As a result of the pandemic and enforced restrictions, the commercial property market faced serious disruption, with some tenants struggling to pay rent having been forced to close, and landlords left with a number of empty units as many businesses moved to remote working for good.
To relieve pressure on tenants, the Government implemented a moratorium banning evictions, which has since built up a reported £6 billion in commercial rental debt. Now, despite the majority of Covid-19 restrictions ending in England, commercial landlords and tenants look set to abide by extended rules on rent for some time.
On 16 June 2021, the Government issued a statement confirming that new legislation will be introduced this parliamentary session, to ‘ring fence’ rent arrears accrued during closure periods in the pandemic.
Landlords will be expected to make allowances for these ring-fenced arrears, and may be required to share the financial burden with their tenants. The new legislation is also expected to set out a binding arbitration process for those landlords and tenants who cannot come to a suitable agreement.
The Covid-19 pandemic has added new facets to commercial landlord and tenant relationships. There have been problems with Covid related exclusions from landlord liability insurance, the expected influx of company insolvencies, and tenants who haven’t been able to open their businesses for extended periods of time (for example nightclubs). Many of these tenants have struggled to pay rent due to their loss of income.
In light of the retail and leisure industry struggles, the government introduced, as part of the Coronavirus Act 2020, a moratorium on all rent-related commercial forfeitures and evictions, which started on 26 March 2020 and has now been extended until 25 March 2022, having been previously due to finish on 30 June 2021.
The government has further indicated that the new legislation being introduced will only apply to those businesses who have had to remain closed according to Covid restrictions, and not those who have been able to trade but have been unable or unwilling to pay rent. How that will be applied in practice, and how those businesses will be identified, is not yet clear.

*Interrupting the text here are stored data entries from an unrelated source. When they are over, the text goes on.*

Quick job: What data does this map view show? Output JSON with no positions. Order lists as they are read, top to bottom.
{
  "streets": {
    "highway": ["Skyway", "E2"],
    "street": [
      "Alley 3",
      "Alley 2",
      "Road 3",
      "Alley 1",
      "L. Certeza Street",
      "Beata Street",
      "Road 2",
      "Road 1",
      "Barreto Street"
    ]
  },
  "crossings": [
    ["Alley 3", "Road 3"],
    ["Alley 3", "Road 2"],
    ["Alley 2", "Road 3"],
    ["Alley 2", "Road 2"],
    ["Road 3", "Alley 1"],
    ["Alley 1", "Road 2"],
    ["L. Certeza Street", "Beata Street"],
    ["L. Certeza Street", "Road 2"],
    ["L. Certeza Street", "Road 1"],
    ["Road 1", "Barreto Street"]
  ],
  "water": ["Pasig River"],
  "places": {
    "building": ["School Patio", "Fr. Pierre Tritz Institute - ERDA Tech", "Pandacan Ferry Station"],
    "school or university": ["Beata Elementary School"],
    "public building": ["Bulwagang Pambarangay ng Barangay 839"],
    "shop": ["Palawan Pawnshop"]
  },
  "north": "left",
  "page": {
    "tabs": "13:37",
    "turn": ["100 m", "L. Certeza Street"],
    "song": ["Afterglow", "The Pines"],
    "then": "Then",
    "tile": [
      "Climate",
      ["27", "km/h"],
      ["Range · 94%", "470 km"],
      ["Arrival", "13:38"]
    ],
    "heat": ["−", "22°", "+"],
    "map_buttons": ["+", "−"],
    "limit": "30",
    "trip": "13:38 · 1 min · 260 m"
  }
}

This is nonetheless positive news for those landlords with tenants who are taking advantage of the pandemic and are choosing not to pay their rent due to the lack of current repercussions.
It may however be unwelcome news to tenant businesses who have not necessarily been forced to close, but who have struggled to pay rent nonetheless due to other restrictions on trading, such as limited capacity in retail stores, salons, restaurants, and leisure attractions.
As well as the extended moratorium and proposed legislation, it has been announced that changes to the CRAR (Commercial Rent Arrears Recovery) scheme have also been extended to 25 March 2022. This means that landlords cannot exercise the CRAR scheme unless 554 days of unpaid rent (around 6 quarters) have accrued.
In a complex field of rules around how to operate in the commercial property market, ensuring compliance has never been more important. Taking advice from a qualified solicitor is the best way to protect your business, and stay on the right side of the law.